Llama 3.1 Technical Paper
What this is
Llama 3 — all results in the paper are for the Llama 3.1 release — is a herd of dense Transformer language models from Meta AI, publicly released July 23, 2024, superseding Llama 2. The herd ships in three sizes (8B, 70B, and 405B parameters), with the flagship 405B model supporting a context window of up to 128K tokens. It is designed for multilinguality, coding, reasoning, and tool use, and is released in both pre-trained and post-trained variants under the Llama 3 Community License.
Capabilities
The post-trained 405B model scores 87.3 on MMLU (5-shot), 89.0 on HumanEval (0-shot), 96.8 on GSM8K (8-shot, CoT), 73.8 on MATH (0-shot, CoT), 96.9 on ARC Challenge (0-shot), and 51.1 on GPQA (0-shot, CoT). It answers questions in at least eight languages, generates and executes code across ten priority programming languages, and supports zero-shot and multi-step tool use including a search engine, Python interpreter, and Wolfram Alpha API. The 8B and 70B models are described as best-in-class at their parameter scales, outperforming comparable open models on virtually every benchmark category evaluated.
Evaluation methodology
Pre-trained models are assessed across eight benchmark categories — commonsense reasoning, knowledge, reading comprehension, math and reasoning, long context, code, adversarial, and aggregate — with scores reported alongside 95% confidence intervals computed as 1.96 × √(S(1−S)/N).

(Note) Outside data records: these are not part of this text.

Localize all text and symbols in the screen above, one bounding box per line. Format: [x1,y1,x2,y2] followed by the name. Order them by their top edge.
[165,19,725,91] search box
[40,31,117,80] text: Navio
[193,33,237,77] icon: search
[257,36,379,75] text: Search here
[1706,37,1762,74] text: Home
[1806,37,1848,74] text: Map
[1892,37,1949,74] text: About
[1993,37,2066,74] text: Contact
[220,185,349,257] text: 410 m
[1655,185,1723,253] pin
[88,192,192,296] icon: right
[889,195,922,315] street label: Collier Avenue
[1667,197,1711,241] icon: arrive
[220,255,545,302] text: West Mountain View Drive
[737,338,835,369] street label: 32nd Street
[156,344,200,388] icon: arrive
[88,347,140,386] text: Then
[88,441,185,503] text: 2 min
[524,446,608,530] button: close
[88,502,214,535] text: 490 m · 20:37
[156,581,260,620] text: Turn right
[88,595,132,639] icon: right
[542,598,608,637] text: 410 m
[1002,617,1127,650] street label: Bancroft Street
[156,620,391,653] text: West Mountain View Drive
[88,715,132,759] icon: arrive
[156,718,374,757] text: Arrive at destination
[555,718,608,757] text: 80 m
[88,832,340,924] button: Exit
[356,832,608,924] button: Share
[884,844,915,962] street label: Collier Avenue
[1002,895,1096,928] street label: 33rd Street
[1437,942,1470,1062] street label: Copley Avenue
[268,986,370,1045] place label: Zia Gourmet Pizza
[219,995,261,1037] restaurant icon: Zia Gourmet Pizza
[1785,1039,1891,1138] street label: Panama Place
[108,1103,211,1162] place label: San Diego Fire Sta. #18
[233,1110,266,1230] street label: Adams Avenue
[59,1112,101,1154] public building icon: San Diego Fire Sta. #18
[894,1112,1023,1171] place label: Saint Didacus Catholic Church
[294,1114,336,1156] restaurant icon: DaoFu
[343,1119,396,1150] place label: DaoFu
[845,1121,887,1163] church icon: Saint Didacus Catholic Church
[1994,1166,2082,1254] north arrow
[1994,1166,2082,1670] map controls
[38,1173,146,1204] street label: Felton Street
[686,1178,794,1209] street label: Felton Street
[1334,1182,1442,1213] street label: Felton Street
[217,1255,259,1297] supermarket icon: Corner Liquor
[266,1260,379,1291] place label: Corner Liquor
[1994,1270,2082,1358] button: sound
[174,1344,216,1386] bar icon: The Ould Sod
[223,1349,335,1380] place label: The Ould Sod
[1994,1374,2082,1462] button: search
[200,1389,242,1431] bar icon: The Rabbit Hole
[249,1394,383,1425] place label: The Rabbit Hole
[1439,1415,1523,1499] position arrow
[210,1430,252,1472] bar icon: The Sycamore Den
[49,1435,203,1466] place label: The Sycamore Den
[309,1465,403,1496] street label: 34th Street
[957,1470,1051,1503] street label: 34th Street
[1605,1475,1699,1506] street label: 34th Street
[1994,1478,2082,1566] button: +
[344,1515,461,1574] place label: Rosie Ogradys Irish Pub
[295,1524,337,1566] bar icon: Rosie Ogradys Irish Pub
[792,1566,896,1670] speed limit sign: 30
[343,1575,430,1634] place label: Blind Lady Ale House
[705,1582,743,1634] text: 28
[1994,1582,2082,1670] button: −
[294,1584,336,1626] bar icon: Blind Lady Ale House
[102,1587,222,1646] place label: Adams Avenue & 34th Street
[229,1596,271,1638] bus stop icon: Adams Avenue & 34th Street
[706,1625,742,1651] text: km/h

A contamination analysis following Singh et al. (2024) estimates the extent to which pre-training data overlaps with evaluation sets, though the paper acknowledges that all contamination methods can suffer from false positives and negatives. Post-trained models are additionally evaluated via human comparisons against competing models. Adversarial benchmarks (Adversarial SQuAD, Dynabench SQuAD, GSM-Plus, PAWS) probe robustness and potential benchmark overfitting.
Safety testing
The paper states that "a detailed analysis of the safety of Llama 3" appears in Section 5.4, which is not included in the provided source text. No red-team scope, CBRN evaluations, autonomy thresholds, or specific catastrophic-risk findings are described in the available text. The paper notes the model delivers "a much better balance between helpfulness and harmlessness than its predecessor" and that safety mitigations are incorporated at the post-training stage.
Mitigations
Meta co-releases Llama Guard 3 for input and output safety classification alongside the language models. Pre-training data pipelines filter out domains likely to contain PII, content ranked as harmful under Meta safety standards, and known adult-content domains. A knowledge probing technique generates refusal training data by identifying questions the model answers incorrectly and consistently, aligning the model to "know what it knows" rather than hallucinate. Post-training safety mitigations are incorporated across multiple rounds of supervised finetuning and DPO.
Deployment and access
All three model sizes (8B, 70B, 405B) are publicly released in both pre-trained and post-trained variants at llama.meta.com under the Llama 3 Community License. Multimodal extensions integrating image, video, and speech capabilities are described in the paper but are explicitly noted as "still under development and not yet ready for release." Core tool integrations (search, Python interpreter, Wolfram Alpha) must be individually enabled or disabled via system prompt.
Limitations
Adversarial performance on mathematical reasoning and question answering is substantially lower than non-adversarial performance across all three model sizes; post-training does not close this gap. Contamination analysis methodology is acknowledged as an open research problem susceptible to false positives and negatives. Annealing improvements on GSM8K and MATH are negligible for the 405B model, in contrast to meaningful gains for the 8B model. Multimodal models integrating vision and speech are explicitly flagged as not production-ready.
What's new
Llama 3.1 adds native multilingual support (eight languages), a 128K-token context window, and tool use capabilities not present in the April 2024 Llama 3 8B/70B releases. Pre-training data scales from 1.8T tokens (Llama 2) to 15.6T tokens, and flagship training compute reaches 3.8×10²⁵ FLOPs — approximately 50× the largest Llama 2 model. A new 128K-token vocabulary tokenizer improves English compression from 3.17 to 3.94 characters per token.